CSCI-B657 Research Projects -- Spring 2019

This page summarizes the final projects conducted in CSCI B657, Introduction to Computer Vision, in Spring 2019 at Indiana University. Each team consisted of 1 to 4 graduate students. The course was supervised by Professor David Crandall and Associate Instructors Eriya Terada, Violet Xiang, and Shyam Narasimhan.

Image super-resolution using generative adversarial network

Adithya Chowdary Boppana, Satyaraja Dasara, Siva Charan Mangavalli

Abstract:
Deep learning based approaches like SR-CNN and SR-ResNet have shown good results for super resolution, however, the metric commonly used i.e PSNR is considered to be a not so reliable metric for estimating resolution quality and those architectures may be suboptimal for the resolution task as they are more suited towards classification and object detection tasks. This project seeks to explore a new deep learning based approach based on Generative Adversarial Network architecture using perceptual loss function for super resolution of images. This is an implementation project of the research paper, “Photo-Realistic Single Image Super-Resolution Using a Generative Adversarial Network”.

For more information, see: poster or final paper.

Optical Music Recognition

Michael Guo Daozhen Lu Anirudh Jhina

Abstract:
Optical character recognition is a popular subject area and its applications are found in many places such as in language translation apps that allows you to take a picture of some text and will translate that text for you. With the wide array of applications that uses optical character recognition, it seems that this area has been mostly solved. Aside from recognizing texts, optical music sheet detection appears to pose quite a challenge still as it hasn’t received as much exposure due to the seemingly lack of demand for such applications. The complexity of how music is written and structured posses a great challenge. In this project we will attempt to tackle the task of recognizing notes from an image of a sheet music and also transform the recognized notes into a midi file which can play back the music. We take this opportunity to apply our knowledge so far obtained in computer vision to explore the intricacies of sheet music and discover limitations as well as solutions to optical music recognition.

For more information, see: poster or final paper.

Semantic and Instance Segmentation

Abhilash Kuhikar, Raunak Vijan, Saurabh Mathur, and Shivam Rastogi

Abstract:
Robots are being used in a variety of environments from outer-space to deep seas.Vision-based navigation controls a robot's movement by analyzing image frames from the robot's camera. Thus, precise image understanding is necessary for vision-based autonomous robot navigation. Our work deals with semantic segmentation of images by labeling each pixel in the image as one of many classes. We trained and tested the popular segnet architecture for semantic segmentation using various loss functions on the camVid11 dataset. Through our work we show that given the same setting and the environment, the soft dice loss function gives better results for the semantic segmentation task. We also show that with little change in architecture such as Bayesian segnet and some postprocessing methods we achieve better accuracy. We implemented bayesian segnet and CRF smoothening to further improve the segmentation masks predicted by the network. We also experimented on the video by applying segmentaion on the image frames extracted from the video.
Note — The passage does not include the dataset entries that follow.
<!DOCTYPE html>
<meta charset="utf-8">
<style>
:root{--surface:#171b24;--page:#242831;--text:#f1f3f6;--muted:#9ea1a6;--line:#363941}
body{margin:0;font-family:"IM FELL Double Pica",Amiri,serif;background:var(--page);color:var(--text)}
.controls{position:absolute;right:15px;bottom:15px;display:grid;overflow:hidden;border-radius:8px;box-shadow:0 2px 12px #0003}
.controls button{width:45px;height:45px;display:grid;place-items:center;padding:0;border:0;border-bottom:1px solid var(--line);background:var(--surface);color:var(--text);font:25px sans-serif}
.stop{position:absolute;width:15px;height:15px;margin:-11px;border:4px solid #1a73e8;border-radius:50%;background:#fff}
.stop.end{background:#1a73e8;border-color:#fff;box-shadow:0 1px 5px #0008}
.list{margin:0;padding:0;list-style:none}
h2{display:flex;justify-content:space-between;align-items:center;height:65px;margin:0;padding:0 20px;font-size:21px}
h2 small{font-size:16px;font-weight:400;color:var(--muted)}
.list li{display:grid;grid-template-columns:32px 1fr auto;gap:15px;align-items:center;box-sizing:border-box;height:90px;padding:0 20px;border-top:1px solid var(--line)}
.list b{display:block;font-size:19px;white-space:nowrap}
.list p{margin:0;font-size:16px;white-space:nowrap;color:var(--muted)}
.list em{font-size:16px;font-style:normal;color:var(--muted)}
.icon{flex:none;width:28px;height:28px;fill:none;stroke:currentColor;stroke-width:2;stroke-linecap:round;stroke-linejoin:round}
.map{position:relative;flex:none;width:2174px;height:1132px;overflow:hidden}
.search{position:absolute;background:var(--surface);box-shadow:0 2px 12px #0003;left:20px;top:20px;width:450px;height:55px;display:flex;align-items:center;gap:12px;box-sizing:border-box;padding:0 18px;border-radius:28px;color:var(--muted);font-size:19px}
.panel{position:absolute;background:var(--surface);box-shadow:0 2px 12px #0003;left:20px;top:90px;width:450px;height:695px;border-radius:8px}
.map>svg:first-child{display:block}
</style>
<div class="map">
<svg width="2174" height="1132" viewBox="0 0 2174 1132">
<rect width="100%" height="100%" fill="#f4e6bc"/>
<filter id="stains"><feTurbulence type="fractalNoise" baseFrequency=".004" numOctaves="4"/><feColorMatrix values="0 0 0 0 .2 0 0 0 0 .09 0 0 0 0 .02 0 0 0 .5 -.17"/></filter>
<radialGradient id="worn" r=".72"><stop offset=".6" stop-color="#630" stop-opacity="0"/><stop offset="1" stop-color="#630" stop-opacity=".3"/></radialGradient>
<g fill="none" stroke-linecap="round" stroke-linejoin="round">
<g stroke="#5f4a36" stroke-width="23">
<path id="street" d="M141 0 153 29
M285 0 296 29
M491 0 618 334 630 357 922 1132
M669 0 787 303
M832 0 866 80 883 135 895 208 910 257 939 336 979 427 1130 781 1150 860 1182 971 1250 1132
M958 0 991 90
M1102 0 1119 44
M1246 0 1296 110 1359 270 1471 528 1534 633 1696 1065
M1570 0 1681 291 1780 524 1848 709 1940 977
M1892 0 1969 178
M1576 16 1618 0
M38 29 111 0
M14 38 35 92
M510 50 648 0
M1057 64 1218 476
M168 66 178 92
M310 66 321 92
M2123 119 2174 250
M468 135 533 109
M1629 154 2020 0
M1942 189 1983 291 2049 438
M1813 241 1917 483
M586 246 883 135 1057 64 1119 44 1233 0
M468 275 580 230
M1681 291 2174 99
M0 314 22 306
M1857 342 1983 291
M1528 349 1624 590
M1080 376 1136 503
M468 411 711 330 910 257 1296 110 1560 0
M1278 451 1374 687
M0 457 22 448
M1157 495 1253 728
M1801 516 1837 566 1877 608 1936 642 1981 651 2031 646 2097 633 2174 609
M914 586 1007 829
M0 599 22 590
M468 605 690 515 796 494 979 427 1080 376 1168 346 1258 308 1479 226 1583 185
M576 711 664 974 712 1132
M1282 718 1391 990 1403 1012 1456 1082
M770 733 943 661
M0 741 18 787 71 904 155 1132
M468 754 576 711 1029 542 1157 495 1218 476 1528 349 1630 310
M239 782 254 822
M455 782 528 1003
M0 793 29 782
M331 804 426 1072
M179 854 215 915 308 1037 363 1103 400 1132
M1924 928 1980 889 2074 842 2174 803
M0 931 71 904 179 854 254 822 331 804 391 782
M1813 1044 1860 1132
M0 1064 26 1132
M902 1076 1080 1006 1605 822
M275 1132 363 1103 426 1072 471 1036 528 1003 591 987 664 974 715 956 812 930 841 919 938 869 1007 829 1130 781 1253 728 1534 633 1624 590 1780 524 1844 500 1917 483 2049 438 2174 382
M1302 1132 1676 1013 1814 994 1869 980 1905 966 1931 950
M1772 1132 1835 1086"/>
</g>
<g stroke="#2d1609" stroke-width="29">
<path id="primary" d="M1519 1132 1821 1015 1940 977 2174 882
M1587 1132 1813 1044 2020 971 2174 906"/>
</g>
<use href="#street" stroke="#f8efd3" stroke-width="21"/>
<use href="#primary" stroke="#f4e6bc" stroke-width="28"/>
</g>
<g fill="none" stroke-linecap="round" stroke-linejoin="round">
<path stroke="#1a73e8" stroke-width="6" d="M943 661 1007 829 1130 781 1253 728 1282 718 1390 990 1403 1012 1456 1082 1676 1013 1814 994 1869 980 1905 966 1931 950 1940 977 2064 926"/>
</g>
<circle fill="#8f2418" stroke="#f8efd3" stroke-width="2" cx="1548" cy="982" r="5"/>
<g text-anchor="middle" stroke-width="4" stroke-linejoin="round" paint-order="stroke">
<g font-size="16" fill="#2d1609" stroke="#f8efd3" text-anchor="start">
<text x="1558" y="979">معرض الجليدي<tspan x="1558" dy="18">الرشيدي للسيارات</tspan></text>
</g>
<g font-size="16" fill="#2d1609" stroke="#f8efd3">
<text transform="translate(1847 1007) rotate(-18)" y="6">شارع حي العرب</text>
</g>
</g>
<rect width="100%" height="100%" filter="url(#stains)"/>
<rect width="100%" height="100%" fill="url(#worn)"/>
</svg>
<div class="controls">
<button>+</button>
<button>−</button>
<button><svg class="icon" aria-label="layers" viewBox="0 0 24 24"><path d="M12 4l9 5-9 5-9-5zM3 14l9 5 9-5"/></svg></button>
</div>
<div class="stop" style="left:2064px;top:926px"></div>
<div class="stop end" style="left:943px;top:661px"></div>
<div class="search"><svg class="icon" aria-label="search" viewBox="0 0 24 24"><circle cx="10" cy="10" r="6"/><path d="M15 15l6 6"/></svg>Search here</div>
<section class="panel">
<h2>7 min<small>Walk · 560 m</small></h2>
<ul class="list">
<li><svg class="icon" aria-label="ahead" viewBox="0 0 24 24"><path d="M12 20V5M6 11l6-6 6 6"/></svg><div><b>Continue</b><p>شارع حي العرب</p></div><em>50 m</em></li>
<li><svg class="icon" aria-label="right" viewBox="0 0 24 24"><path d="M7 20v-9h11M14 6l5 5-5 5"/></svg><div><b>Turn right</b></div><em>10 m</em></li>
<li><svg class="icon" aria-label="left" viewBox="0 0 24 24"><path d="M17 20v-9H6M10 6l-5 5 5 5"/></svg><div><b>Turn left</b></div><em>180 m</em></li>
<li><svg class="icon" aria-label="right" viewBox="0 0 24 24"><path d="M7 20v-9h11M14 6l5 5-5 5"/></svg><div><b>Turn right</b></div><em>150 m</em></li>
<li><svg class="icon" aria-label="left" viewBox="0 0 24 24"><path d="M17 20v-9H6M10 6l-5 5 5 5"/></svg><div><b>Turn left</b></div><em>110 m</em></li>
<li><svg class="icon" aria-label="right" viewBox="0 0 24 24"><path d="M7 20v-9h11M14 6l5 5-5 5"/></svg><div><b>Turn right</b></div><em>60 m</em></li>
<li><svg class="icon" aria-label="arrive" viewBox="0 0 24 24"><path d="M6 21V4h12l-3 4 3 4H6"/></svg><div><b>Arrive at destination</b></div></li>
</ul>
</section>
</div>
For more information, see: poster or final paper.

Pebble detection from 2D image

Ashok Kuppuraj(akuppuraj)

Abstract:
Motivated by the ability of the algorithms to detect objects and patterns, wanted to work on a less researched topic of detecting the type of stones from a given set of images. It is very conventional to work of detecting human faces, handwritten characters and lots of researches are going on these topics, however very minimal work is been done on this wide area of stone type detection. The objective is to embed intelligence in our day to day activities. This idea of detecting stone type came when I order a specific type of gravel and got delivered a similar one with a different pattern. Hence, considered this issue as my problem statement.

For more information, see: poster or final paper.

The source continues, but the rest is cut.